Pero no, de seguro Nicanor Parra no murió del todo. A lo mejor leyó por estos días unos versos del poeta portugués, Fernando Pessoa, y comprendió que podía fingir su propia muerte: “El poeta es un fingidor. / Finge tan completamente / Que hasta finge que es dolor / El dolor que en verdad siente”. Por eso no debería sorprendernos que quizá se esconda detrás del último hombre que asista a su funeral y cuando todos se hayan ido y la tierra aún esté fresca, se acercará a su propia tumba para ver el epitafio escrito por él mismo hace tantos años: “Llore si le parece, yo por mi parte me muero de risa”.

Ahora que no debe preocuparse por la vida y, mucho menos por la muerte, puede dedicarse a hacer lo que más le gusta, sin que los directores de los medios lo molesten por seguir viviendo. Muchos editores culturales murieron esperando la muerte del poeta: no lograron publicar las notas necrológicas que desde hace décadas tenían guardadas, no pudieron imprimir su risa descomunal a todo color ni tomar su última declaración. Ahora, libre de tanto trámite, podrá seguir dibujando sus Artefactos y haciendo cálculos infinitos mientras camina por las calles y los parques del pequeño pueblo de Las Cruces, en donde seguirá viviendo; dejará de usar el bastón con el que sacudía las estancadas aguas de la poesía y escribirá nuevos versos.

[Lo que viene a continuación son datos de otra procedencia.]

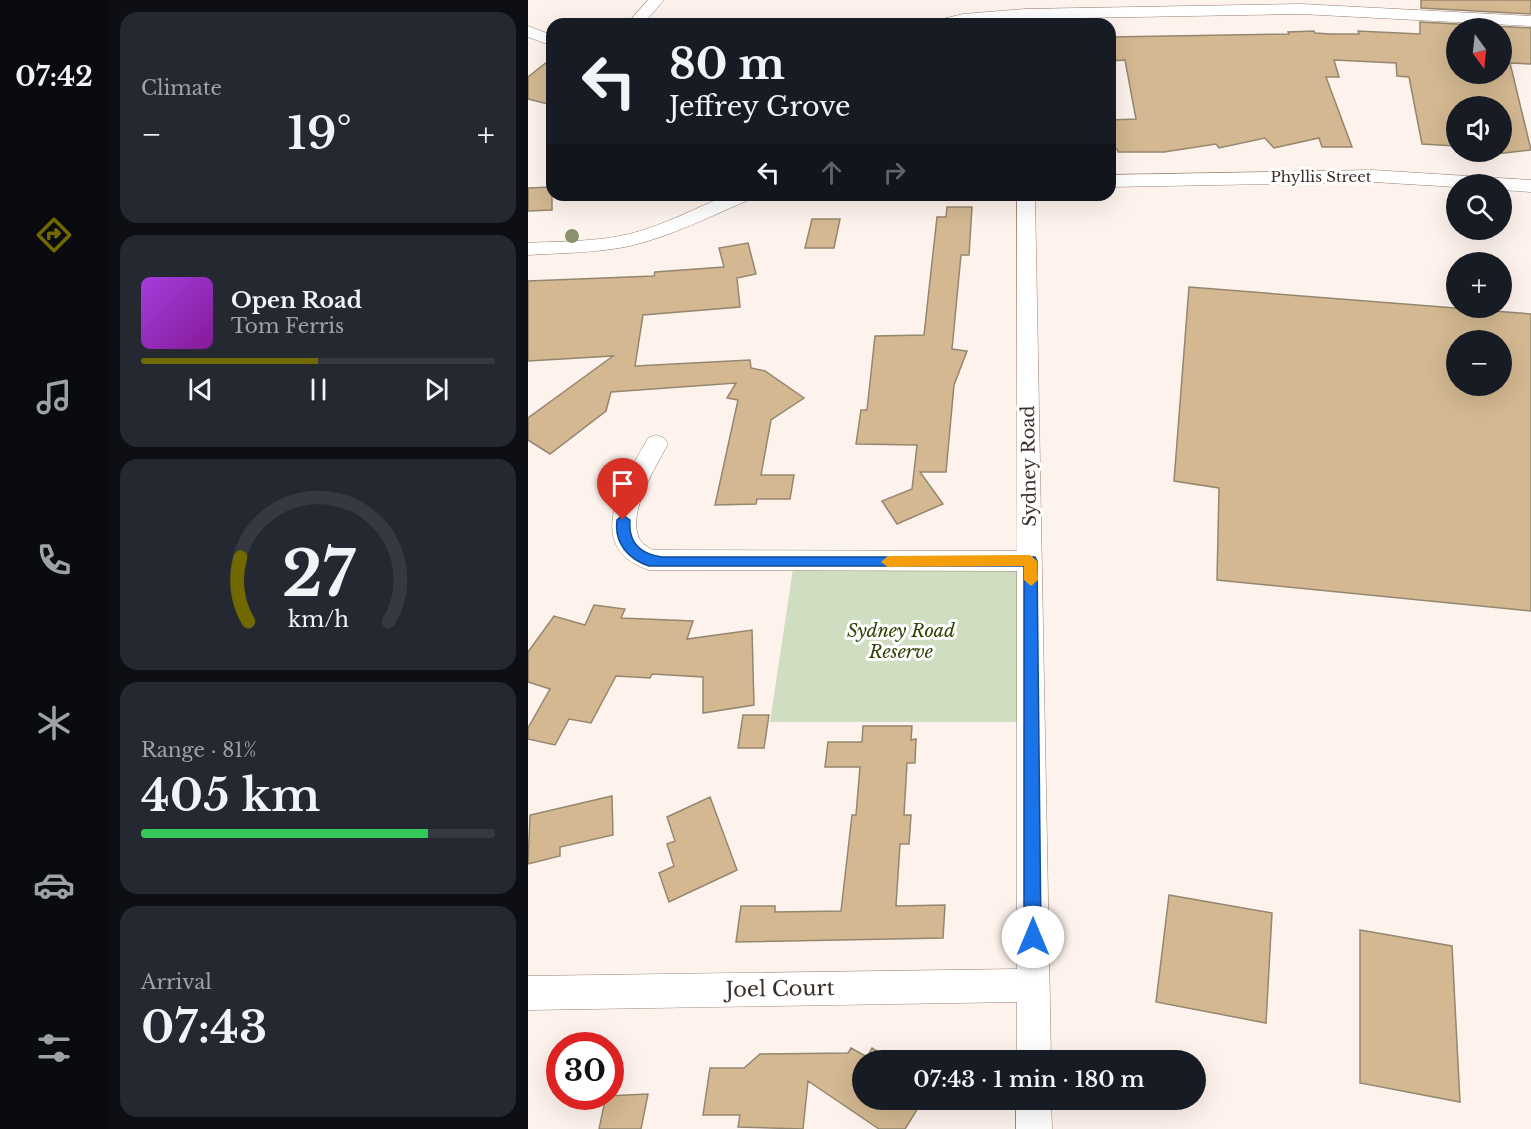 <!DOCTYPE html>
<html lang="en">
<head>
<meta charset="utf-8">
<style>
	:root { --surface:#171b24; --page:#242831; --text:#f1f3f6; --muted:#9ea1a6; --line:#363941; --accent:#726800 }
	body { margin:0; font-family:"Libre Baskerville",serif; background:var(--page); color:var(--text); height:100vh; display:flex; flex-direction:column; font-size:22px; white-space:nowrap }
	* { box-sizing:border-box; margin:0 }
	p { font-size:20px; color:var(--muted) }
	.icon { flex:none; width:33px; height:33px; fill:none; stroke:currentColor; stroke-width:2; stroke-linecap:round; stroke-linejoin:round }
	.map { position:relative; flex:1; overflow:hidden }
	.details { display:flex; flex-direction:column; gap:12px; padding:12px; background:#0d0f14; width:420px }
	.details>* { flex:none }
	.hud { position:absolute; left:18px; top:18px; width:570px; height:183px; border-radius:18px; box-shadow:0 6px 24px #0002; background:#171b24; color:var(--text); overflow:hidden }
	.needle { width:39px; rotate:165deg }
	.fabs { position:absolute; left:918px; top:18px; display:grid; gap:12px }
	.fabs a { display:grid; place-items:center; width:66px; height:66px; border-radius:50%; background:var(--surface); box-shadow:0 6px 24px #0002; font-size:30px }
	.speed { position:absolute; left:18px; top:1032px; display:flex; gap:12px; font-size:30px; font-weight:700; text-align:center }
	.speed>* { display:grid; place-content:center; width:78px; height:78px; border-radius:50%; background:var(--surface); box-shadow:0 6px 24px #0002; line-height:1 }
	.speed .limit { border:9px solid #d22; background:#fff; color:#111 }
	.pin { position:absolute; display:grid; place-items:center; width:51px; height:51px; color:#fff; margin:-62px -26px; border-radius:50% 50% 50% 0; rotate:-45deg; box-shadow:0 0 6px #0007 }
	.pin .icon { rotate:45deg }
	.me { position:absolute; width:66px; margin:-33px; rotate:0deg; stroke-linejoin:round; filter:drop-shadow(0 0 4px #0008) }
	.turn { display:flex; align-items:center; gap:21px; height:126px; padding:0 24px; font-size:27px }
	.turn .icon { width:78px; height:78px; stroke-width:2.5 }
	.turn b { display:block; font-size:42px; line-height:51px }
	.lanes { display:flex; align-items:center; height:57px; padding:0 24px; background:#0003; justify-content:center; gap:30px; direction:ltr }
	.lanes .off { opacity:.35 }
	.big { font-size:45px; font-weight:600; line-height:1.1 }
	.details .tile { flex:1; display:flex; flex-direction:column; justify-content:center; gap:9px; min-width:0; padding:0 21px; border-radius:18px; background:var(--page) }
	.details .dial { align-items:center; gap:0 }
	.dial svg { height:156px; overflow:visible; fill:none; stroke:var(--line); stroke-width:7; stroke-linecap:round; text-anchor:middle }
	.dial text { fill:var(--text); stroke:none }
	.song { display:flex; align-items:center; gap:18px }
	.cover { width:72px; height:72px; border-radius:9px; background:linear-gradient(135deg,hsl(280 70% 55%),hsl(290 70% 35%)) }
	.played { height:6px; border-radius:3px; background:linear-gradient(90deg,var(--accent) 50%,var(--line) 50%) }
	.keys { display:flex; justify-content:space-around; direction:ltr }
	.heat { display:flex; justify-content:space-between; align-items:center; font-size:33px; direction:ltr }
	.charge { height:9px; border-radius:4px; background:linear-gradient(90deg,#34c759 81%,var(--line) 0) }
	.trip { position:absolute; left:324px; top:1050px; width:354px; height:60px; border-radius:30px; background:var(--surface); box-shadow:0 6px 24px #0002; font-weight:600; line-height:60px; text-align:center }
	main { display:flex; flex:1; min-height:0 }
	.tab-bar { display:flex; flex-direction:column; width:108px; justify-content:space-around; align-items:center; background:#090b0e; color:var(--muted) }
	.tab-bar .icon { width:42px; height:42px }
	.tab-bar .current { color:var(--accent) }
	.tab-bar b { font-size:27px; color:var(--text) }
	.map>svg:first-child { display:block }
	.green { fill:#cfdec0 }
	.building { fill:#d3b891; stroke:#95866f; stroke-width:1.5; fill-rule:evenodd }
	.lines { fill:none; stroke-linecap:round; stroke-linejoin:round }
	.street-casing { stroke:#977f70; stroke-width:1 }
	.street { fill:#fff; fill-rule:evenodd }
	.tree { fill:#8a926b }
	.route { fill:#1a73e8; stroke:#114b97; stroke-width:1.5 }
	.slow { fill:#f59e0b }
	.labels { text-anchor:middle; stroke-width:6; stroke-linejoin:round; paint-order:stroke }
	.far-street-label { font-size:15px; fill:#3b302a; stroke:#fff }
	.street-label { font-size:18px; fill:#3b302a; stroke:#fff }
	.park-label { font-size:18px; font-style:italic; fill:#2c4302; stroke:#fff }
	.near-street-label { font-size:21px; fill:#3b302a; stroke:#fff }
</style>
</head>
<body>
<main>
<nav class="tab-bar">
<b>07:42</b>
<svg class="icon current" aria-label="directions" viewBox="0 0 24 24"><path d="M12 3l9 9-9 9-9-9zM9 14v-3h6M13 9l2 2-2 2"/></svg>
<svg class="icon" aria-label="music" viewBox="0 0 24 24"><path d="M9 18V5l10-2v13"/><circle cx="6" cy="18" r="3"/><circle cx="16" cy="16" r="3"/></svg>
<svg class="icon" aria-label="phone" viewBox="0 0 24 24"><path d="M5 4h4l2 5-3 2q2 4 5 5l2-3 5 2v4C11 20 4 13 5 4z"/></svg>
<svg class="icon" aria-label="climate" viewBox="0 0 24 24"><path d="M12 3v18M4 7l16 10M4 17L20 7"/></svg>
<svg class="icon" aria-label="car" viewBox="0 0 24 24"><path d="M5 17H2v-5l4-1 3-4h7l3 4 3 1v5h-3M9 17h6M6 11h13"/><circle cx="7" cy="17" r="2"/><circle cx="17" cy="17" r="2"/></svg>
<svg class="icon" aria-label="filters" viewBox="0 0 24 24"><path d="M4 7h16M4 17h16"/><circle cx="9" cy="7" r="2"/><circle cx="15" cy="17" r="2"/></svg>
</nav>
<section class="details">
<div class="tile"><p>Climate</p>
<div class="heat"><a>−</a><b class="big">19°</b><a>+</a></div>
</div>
<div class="tile">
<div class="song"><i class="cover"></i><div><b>Open Road</b><p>Tom Ferris</p></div></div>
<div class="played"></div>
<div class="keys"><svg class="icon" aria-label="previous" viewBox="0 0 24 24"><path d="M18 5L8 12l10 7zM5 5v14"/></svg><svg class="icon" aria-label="pause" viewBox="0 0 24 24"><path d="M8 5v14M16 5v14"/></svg><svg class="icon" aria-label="next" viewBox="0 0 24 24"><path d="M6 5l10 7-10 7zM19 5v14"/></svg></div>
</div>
<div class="tile dial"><svg viewBox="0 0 100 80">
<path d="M14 69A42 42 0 1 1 86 69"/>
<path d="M14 69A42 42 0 0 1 10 36" stroke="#726800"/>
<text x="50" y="56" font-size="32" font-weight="700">27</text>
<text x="50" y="72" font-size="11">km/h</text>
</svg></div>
<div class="tile"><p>Range · 81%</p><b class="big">405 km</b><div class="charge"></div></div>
<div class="tile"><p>Arrival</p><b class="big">07:43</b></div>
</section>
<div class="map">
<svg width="1003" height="1129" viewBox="0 0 1003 1129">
	<rect width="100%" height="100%" fill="#fef3ec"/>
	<path class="green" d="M502,561l1,161h-261l24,-160z"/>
	<path class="building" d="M893,0h110v14l-110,-6z
		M892,22l111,6v36l-21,-1 21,87 -44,5 -2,-3h17v-46h-46v40l-34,-2 -13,-67 -12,-1 -1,-13 -62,-3 5,17h-13l26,70h-30l-3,-9 -45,10 -9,-10 -46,10 -3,-4 -52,8h-46l-1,-3h-7v-29l26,-1 -11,-59 -15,1v-24l179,-3 -1,-2 26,-1 1,2 15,1h29l-1,-3 62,3zM928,28h46v46h-46z
		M24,58v47l-24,-6v-22z
		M24,187v23l-24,1v-23z
		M419,207h25l-3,48h-8l-9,94 15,2 -13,34 -8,87h-26l23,32 -46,20 -15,-23 30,-12 5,-44 -61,-1 5,-34h6l8,-74 49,-1 13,-118h9z
		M284,219h28l-6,29h-29z
		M220,243l8,31 -19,4 3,29 -97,8 -8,51 115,-6 1,8 14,3 39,27 -33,22 -10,55h33l-4,24h-33l-1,5 -41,1 23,-105 -11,-2 9,-15 -125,9 -5,19 -56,43 -22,-14v-22l85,-62 -85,5v-80l126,-5 1,-4 69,-5 -5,-19z
		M661,287l342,27v297l-314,-31 2,-92 -45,-7zM928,340h46v46h-46z
		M66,605l31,4 -4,9 72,3 -6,18 65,-9 2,75 -51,8v-36l-51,-3 -2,4 -34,-2 -25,47 -22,-4 -14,26 -27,-6v-11l22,-39 -22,-7v-30l26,-36 31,9z
		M215,715h26l-5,33h-26z
		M335,726h49l-1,14 5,-1 -1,24h-8l-3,52h7l-2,29h-9l-4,62 49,-1 -2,33 -207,4 5,-36h34v6l66,-1 11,-96h4l4,-48h-35l3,-25h34z
		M84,796l1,39 -53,12v9l-32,8 2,-49z
		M182,797l27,73 -68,32 -10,-29 15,-7 -7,-22 8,-3 -8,-24z
		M641,895l103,18 -6,110 -110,-21z
		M832,930l92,16 8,156 -100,-19z
		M323,1048l16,9 5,-9 20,12h-30v40h61l-18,29h-26l-71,-48 -5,48 -65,-2 2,-12h-37l7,-47h34l16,-14 88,-1z
		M120,1094l-7,35h-42l7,-33z"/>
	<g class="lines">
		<defs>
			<path id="street" d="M120,0h16l-21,24h-16z
				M773,4l230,12v10l-230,-12 -276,5 -93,5 2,-3 29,-7 62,-5z
				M0,26l24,9v11l-24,-9z
				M845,170l158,10v12l-29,-2v-6h-46v3l-83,-5 -263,5v-12z
				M200,195h25l-2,4c-40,17 -79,37 -121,47 -34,7 -68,7 -102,9v-12c33,-2 68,-1 101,-9 34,-8 66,-26 99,-39z
				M489,195h18l16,865h-34v-58l-489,8v-34l489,-7v-398l-368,-1c-69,-23 -24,-91 -1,-132l8,-3 8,3 4,6c-12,22 -41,69 -29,94 3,6 9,9 14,12l364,1z
				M488,1100h35l1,29h-36z"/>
		</defs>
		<use href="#street" class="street-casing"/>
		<use href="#street" class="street"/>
	</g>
	<circle class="tree" cx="44" cy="236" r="7"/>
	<path class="route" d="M95,515l7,5c-2,22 10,34 32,37h373l2,4 4,376 -2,6 -6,3 -7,-3 -2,-6v-371h-375c-21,-7 -35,-23 -32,-46z"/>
	<path class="slow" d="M502,555l7,6 1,19 -7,6 -7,-6v-14l-136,1 -7,-5 7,-6z"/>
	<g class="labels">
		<g class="far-street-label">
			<text x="793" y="182">Phyllis Street</text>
		</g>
		<g class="street-label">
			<text transform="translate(501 466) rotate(-91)" y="6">Sydney Road</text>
		</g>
		<g class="park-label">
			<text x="373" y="637">Sydney Road<tspan x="373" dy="21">Reserve</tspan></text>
		</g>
		<g class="near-street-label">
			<text transform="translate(252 989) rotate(-1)" y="7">Joel Court</text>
		</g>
	</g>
</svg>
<div class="fabs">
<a><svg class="needle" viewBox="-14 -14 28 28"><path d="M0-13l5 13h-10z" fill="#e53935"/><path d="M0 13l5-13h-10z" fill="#9ea1a6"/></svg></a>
<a><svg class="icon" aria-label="sound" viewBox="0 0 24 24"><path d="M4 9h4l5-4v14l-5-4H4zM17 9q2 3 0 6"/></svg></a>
<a><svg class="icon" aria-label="search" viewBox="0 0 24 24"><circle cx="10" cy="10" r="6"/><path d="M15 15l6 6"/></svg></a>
<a>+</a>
<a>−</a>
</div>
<div class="speed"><div class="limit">30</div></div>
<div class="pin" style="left:95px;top:520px;background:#d93025"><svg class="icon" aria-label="arrive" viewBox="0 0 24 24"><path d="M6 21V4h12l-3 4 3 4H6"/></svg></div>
<svg class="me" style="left:505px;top:937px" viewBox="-20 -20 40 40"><circle r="19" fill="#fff"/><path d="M0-13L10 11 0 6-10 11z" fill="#1a73e8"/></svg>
<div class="trip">07:43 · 1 min · 180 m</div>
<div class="hud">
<div class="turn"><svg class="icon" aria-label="left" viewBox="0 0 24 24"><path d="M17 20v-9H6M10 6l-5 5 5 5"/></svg><div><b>80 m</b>Jeffrey Grove</div></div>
<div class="lanes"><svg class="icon" aria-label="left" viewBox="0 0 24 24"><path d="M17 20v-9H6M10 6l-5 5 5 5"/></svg><svg class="icon off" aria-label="ahead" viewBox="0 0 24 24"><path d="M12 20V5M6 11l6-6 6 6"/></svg><svg class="icon off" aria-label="right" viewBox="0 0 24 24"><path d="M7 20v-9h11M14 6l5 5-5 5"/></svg></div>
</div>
</div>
</main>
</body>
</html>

De manera que, en su nueva inmortalidad, será realmente feliz, en lugar de fingirlo, como muchos siempre creyeron que era.

Solo de piano

Ya que la vida del hombre no es sino una acción a distancia,
Un poco de espuma que brilla en el interior de un vaso;
Ya que los árboles no son sino muebles que se agitan:
No son sino sillas y mesas en movimiento perpetuo;
Ya que nosotros mismos no somos más que seres
(Como el Dios mismo no es otra cosa que Dios)
Ya que no hablamos para ser escuchados
Sino para que los demás hablen
Y el eco es anterior a las voces que lo producen;
Ya que ni siquiera tenemos el consuelo de un caos
En el jardín que bosteza y que llena de aire,
Un rompecabezas que es preciso resolver antes de morir
Para poder resucitar después tranquilamente
Cuando se ha usado en exceso de la mujer;
Ya que también existe un cielo en el infierno,
Dejad que yo también haga algunas cosas:
Yo quiero hacer un ruido con los pies
Y quiero que mi alma encuentre su cuerpo.